#### ASSIGNMENT:
Your copy of the data should leave out the images and match everything else exactly.

#### INPUT MATERIAL:

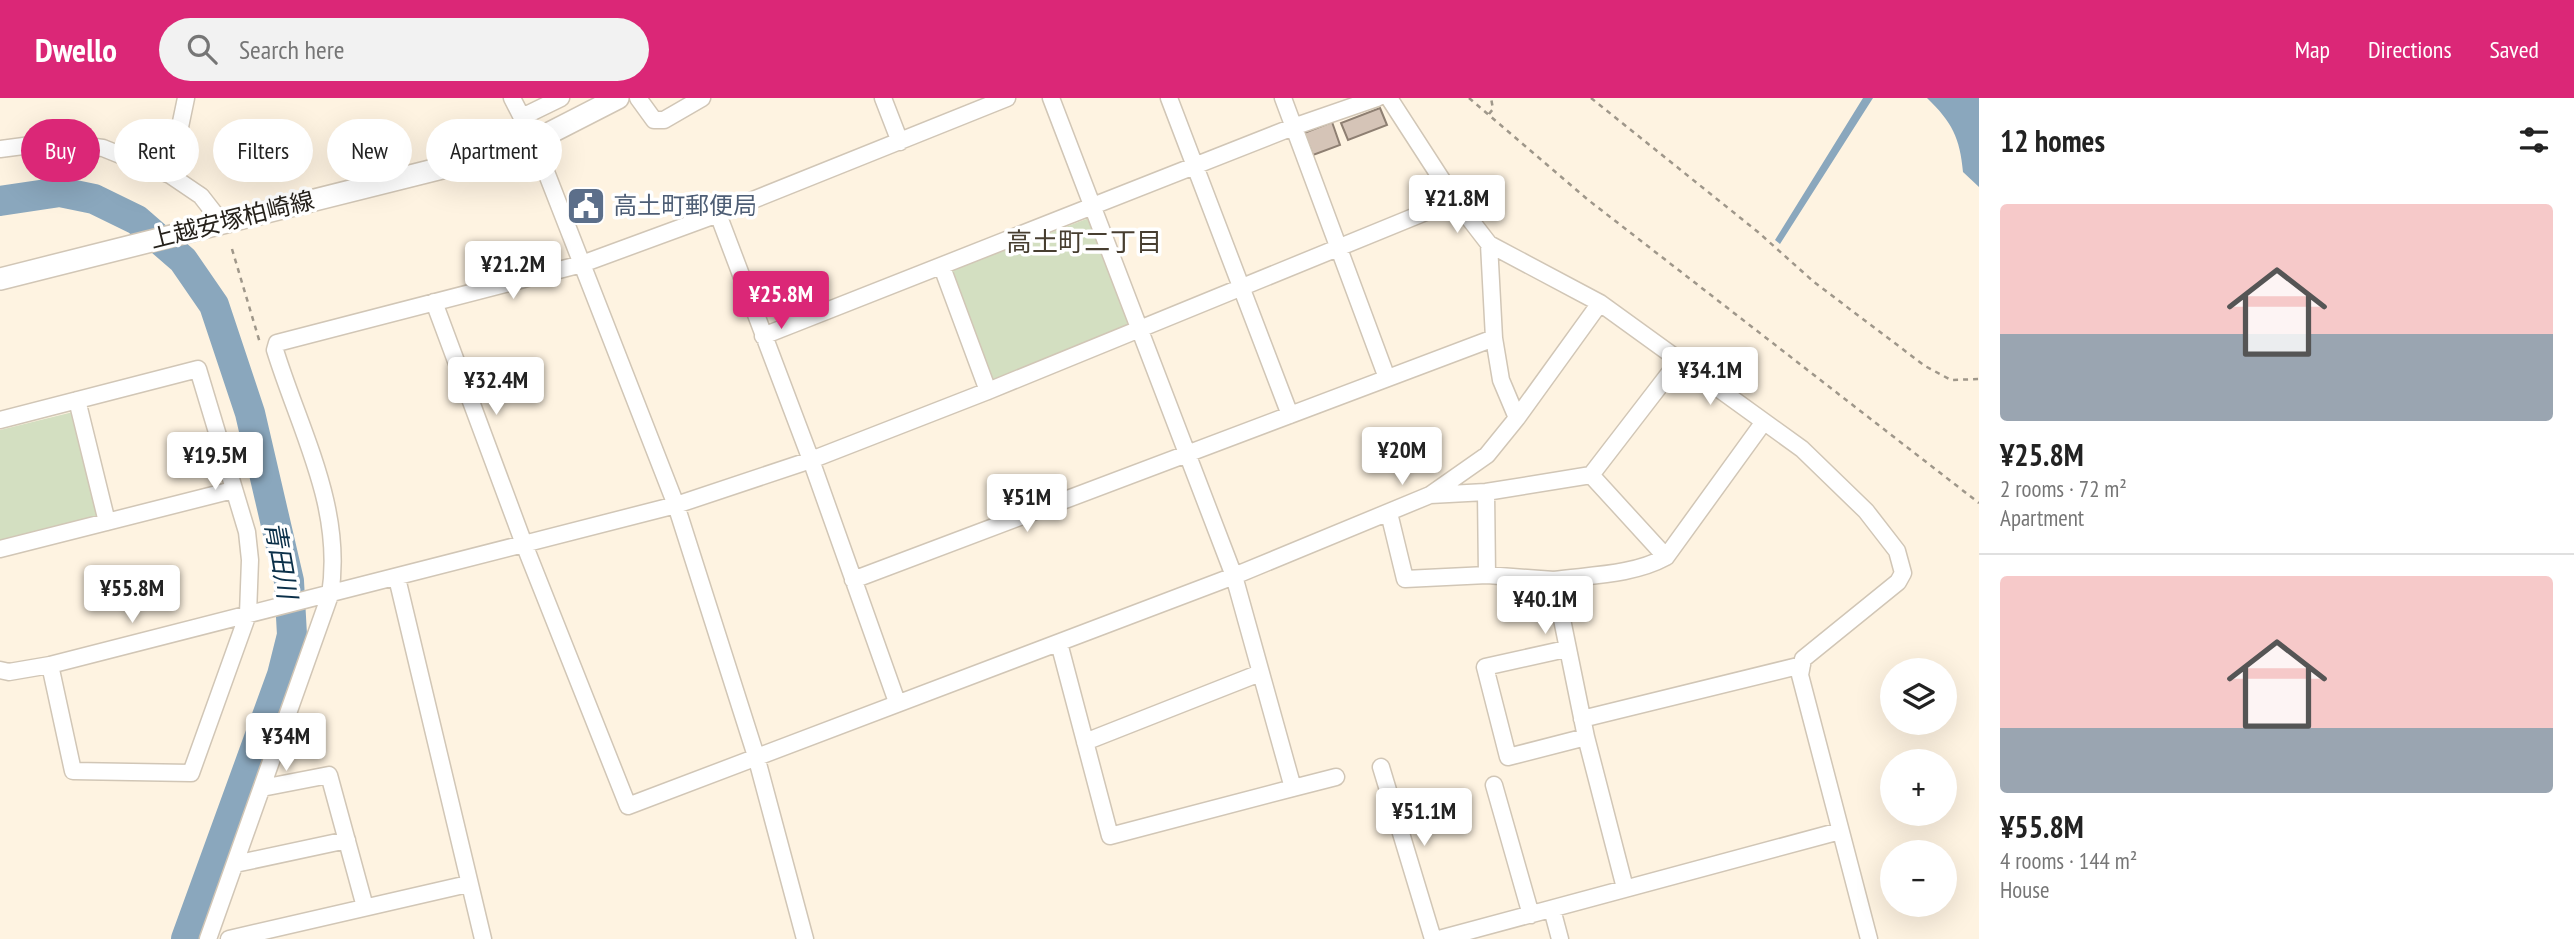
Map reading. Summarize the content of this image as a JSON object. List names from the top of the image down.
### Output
{
  "streets": {
    "main road": ["上越安塚柏崎線"]
  },
  "districts": ["高土町二丁目"],
  "water": ["青田川"],
  "places": {
    "public building": ["高土町郵便局"]
  },
  "page": {
    "header": "Dwello",
    "search": "Search here",
    "nav": ["Map", "Directions", "Saved"],
    "heading": "12 homes",
    "chip": [
      "Buy",
      "Rent",
      "Filters",
      "New",
      "Apartment"
    ],
    "price": [
      "¥21.8M",
      "¥21.2M",
      "¥25.8M",
      "¥34.1M",
      "¥32.4M",
      "¥20M",
      "¥19.5M",
      "¥51M",
      "¥55.8M",
      "¥40.1M",
      "¥34M",
      "¥51.1M"
    ],
    "list": [
      {
        "name": "¥25.8M",
        "note": "2 rooms · 72 m² · Apartment"
      },
      {
        "name": "¥55.8M",
        "note": "4 rooms · 144 m² · House"
      }
    ],
    "map_buttons": ["+", "−"]
  }
}
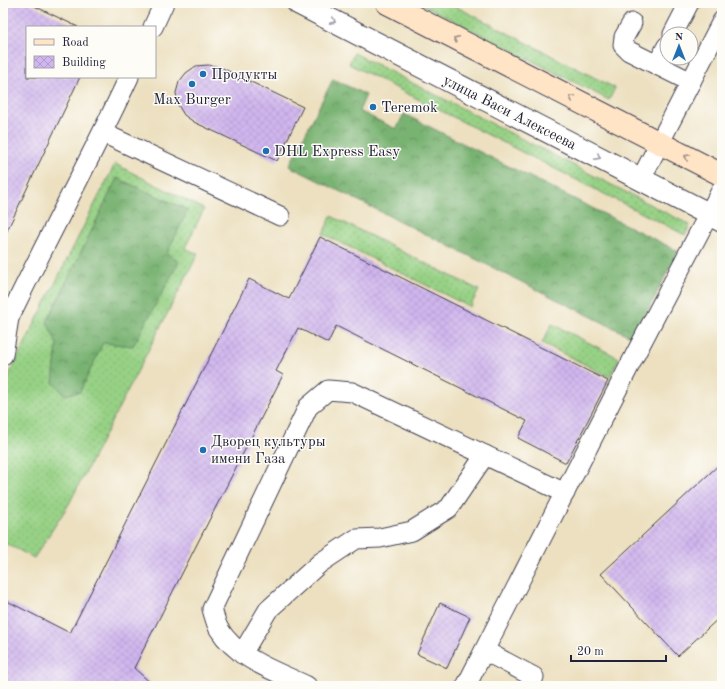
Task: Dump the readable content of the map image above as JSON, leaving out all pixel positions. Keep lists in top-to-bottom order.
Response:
{
  "streets": {
    "street": ["улица Васи Алексеева"]
  },
  "places": [
    "Продукты",
    "Max Burger",
    "Teremok",
    "DHL Express Easy",
    "Дворец культуры имени Газа"
  ],
  "legend": ["Road", "Building"],
  "scale_bar": "20 m",
  "north": "top"
}
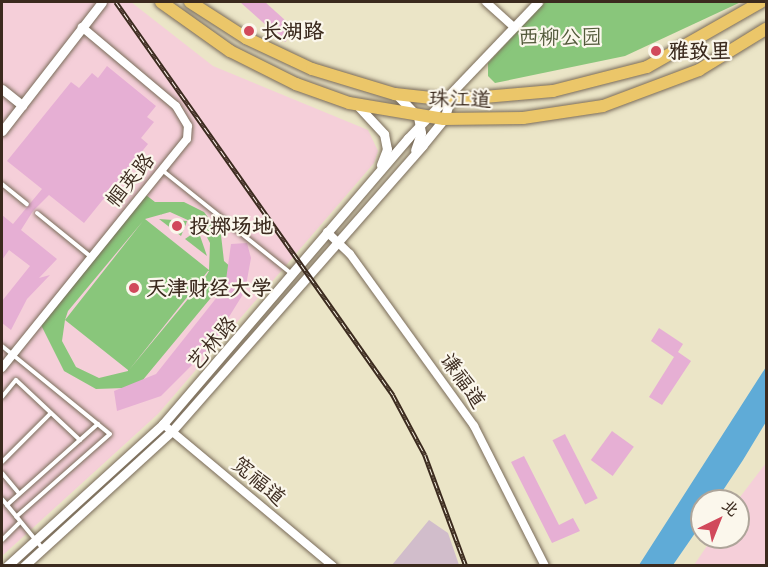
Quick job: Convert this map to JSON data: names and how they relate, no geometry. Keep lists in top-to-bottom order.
{
  "streets": {
    "main road": ["珠江道"],
    "street": [
      "帼英路",
      "艺林路",
      "谦福道",
      "宽福道"
    ]
  },
  "crossings": [
    ["珠江道", "艺林路"],
    ["艺林路", "谦福道"],
    ["艺林路", "宽福道"]
  ],
  "parks": ["西柳公园"],
  "places": [
    "长湖路",
    "雅致里",
    "投掷场地",
    "天津财经大学"
  ],
  "north": "top right"
}
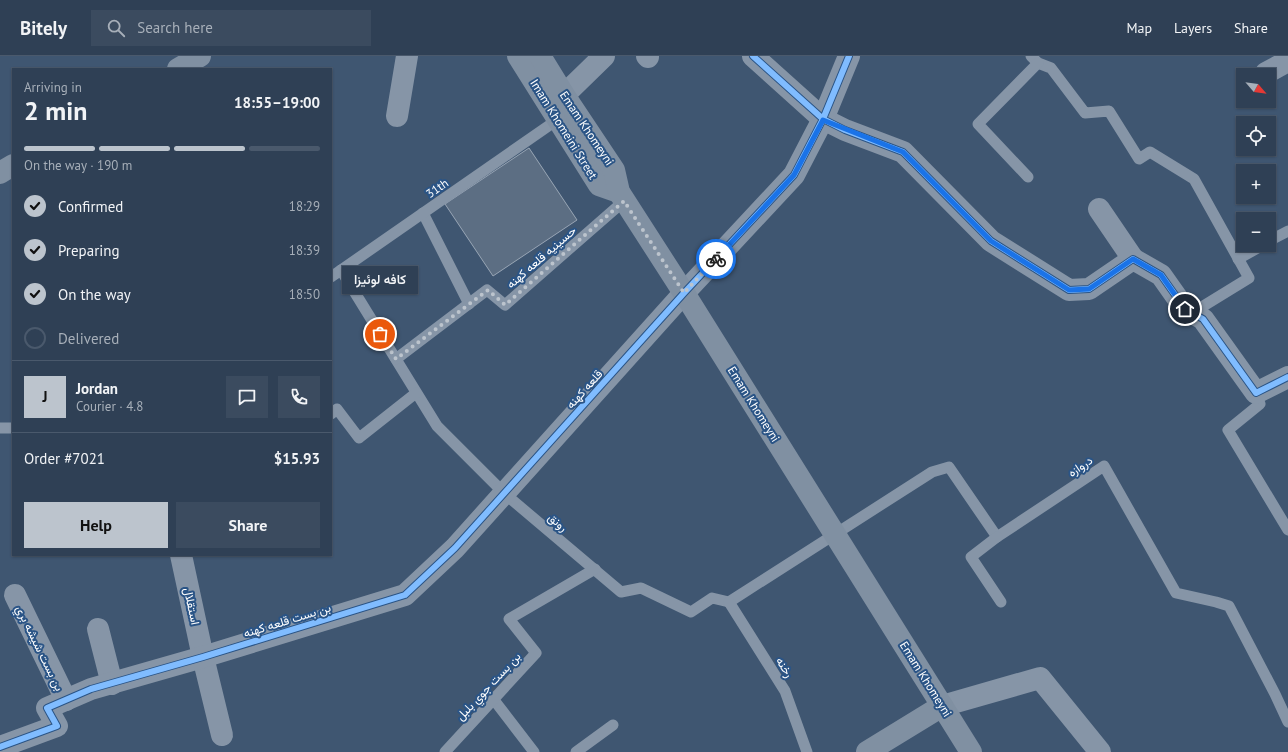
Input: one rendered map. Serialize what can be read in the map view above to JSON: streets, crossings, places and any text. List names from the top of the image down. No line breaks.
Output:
{"streets":{"main road":["Emam Khomeyni","Imam Khomeini Street"],"street":["قلعه کهنه","استقلال","بن بست قلعه کهنه","بن بست شيشه بري"],"lane":["31th","حسينيه قلعه کهنه","دروازه","رونق","رخنه","بن بست جوي بلبل"]},"crossings":[["Emam Khomeyni","Imam Khomeini Street"],["Emam Khomeyni","حسينيه قلعه کهنه"],["Emam Khomeyni","قلعه کهنه"],["Imam Khomeini Street","31th"],["Imam Khomeini Street","حسينيه قلعه کهنه"],["31th","رونق"],["حسينيه قلعه کهنه","رونق"],["قلعه کهنه","رونق"],["قلعه کهنه","بن بست قلعه کهنه"],["رونق","بن بست قلعه کهنه"],["رونق","رخنه"],["رونق","بن بست جوي بلبل"],["استقلال","بن بست قلعه کهنه"],["بن بست قلعه کهنه","بن بست شيشه بري"]],"places":["کافه لوئیزا"],"north":"bottom right","page":{"header":"Bitely","search":"Search here","nav":["Map","Layers","Share"],"map_buttons":["+","−"],"heading":["2 min","Arriving in","18:55–19:00"],"panel":["Jordan","Courier · 4.8","Order #7021","$15.93"],"bar":"On the way · 190 m","list":[["Confirmed","18:29"],["Preparing","18:39"],["On the way","18:50"],"Delivered"],"bubble":"کافه لوئیزا","round":"J","buttons":["Help","Share"]}}
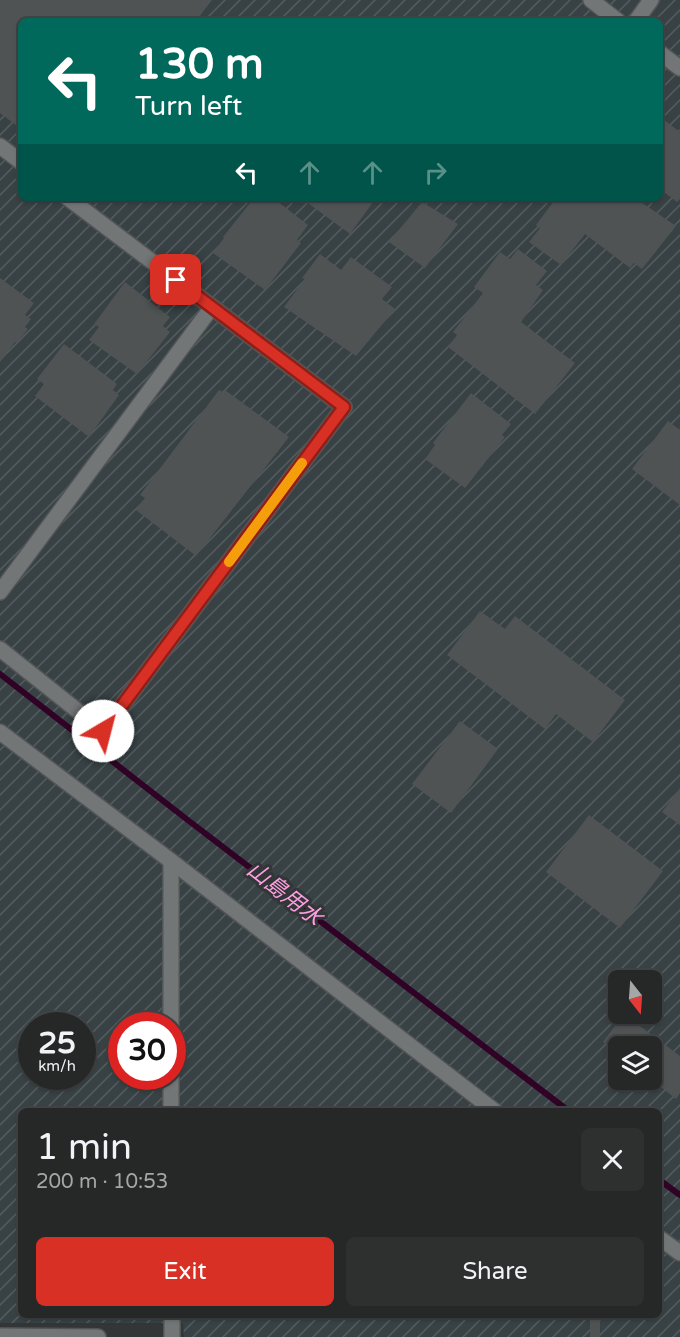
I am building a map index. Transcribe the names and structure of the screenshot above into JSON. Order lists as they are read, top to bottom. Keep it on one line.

#### RESULT OF THE EXERCISE:
Map reading. Summarize the content of this image as a JSON object. List names from the top of the image down.
### Output
{
  "streets": {
    "main road": ["上越安塚柏崎線"]
  },
  "districts": ["高土町二丁目"],
  "water": ["青田川"],
  "places": {
    "public building": ["高土町郵便局"]
  },
  "page": {
    "header": "Dwello",
    "search": "Search here",
    "nav": ["Map", "Directions", "Saved"],
    "heading": "12 homes",
    "chip": [
      "Buy",
      "Rent",
      "Filters",
      "New",
      "Apartment"
    ],
    "price": [
      "¥21.8M",
      "¥21.2M",
      "¥25.8M",
      "¥34.1M",
      "¥32.4M",
      "¥20M",
      "¥19.5M",
      "¥51M",
      "¥55.8M",
      "¥40.1M",
      "¥34M",
      "¥51.1M"
    ],
    "list": [
      {
        "name": "¥25.8M",
        "note": "2 rooms · 72 m² · Apartment"
      },
      {
        "name": "¥55.8M",
        "note": "4 rooms · 144 m² · House"
      }
    ],
    "map_buttons": ["+", "−"]
  }
}
Task: Dump the readable content of the map image above as JSON, leaving out all pixel positions. Keep lists in top-to-bottom order.
Response:
{
  "streets": {
    "street": ["улица Васи Алексеева"]
  },
  "places": [
    "Продукты",
    "Max Burger",
    "Teremok",
    "DHL Express Easy",
    "Дворец культуры имени Газа"
  ],
  "legend": ["Road", "Building"],
  "scale_bar": "20 m",
  "north": "top"
}
Quick job: Convert this map to JSON data: names and how they relate, no geometry. Keep lists in top-to-bottom order.
{
  "streets": {
    "main road": ["珠江道"],
    "street": [
      "帼英路",
      "艺林路",
      "谦福道",
      "宽福道"
    ]
  },
  "crossings": [
    ["珠江道", "艺林路"],
    ["艺林路", "谦福道"],
    ["艺林路", "宽福道"]
  ],
  "parks": ["西柳公园"],
  "places": [
    "长湖路",
    "雅致里",
    "投掷场地",
    "天津财经大学"
  ],
  "north": "top right"
}
Input: one rendered map. Serialize what can be read in the map view above to JSON: streets, crossings, places and any text. List names from the top of the image down. No line breaks.
Output:
{"streets":{"main road":["Emam Khomeyni","Imam Khomeini Street"],"street":["قلعه کهنه","استقلال","بن بست قلعه کهنه","بن بست شيشه بري"],"lane":["31th","حسينيه قلعه کهنه","دروازه","رونق","رخنه","بن بست جوي بلبل"]},"crossings":[["Emam Khomeyni","Imam Khomeini Street"],["Emam Khomeyni","حسينيه قلعه کهنه"],["Emam Khomeyni","قلعه کهنه"],["Imam Khomeini Street","31th"],["Imam Khomeini Street","حسينيه قلعه کهنه"],["31th","رونق"],["حسينيه قلعه کهنه","رونق"],["قلعه کهنه","رونق"],["قلعه کهنه","بن بست قلعه کهنه"],["رونق","بن بست قلعه کهنه"],["رونق","رخنه"],["رونق","بن بست جوي بلبل"],["استقلال","بن بست قلعه کهنه"],["بن بست قلعه کهنه","بن بست شيشه بري"]],"places":["کافه لوئیزا"],"north":"bottom right","page":{"header":"Bitely","search":"Search here","nav":["Map","Layers","Share"],"map_buttons":["+","−"],"heading":["2 min","Arriving in","18:55–19:00"],"panel":["Jordan","Courier · 4.8","Order #7021","$15.93"],"bar":"On the way · 190 m","list":[["Confirmed","18:29"],["Preparing","18:39"],["On the way","18:50"],"Delivered"],"bubble":"کافه لوئیزا","round":"J","buttons":["Help","Share"]}}
I am building a map index. Transcribe the names and structure of the screenshot above into JSON. Order lists as they are read, top to bottom. Keep it on one line.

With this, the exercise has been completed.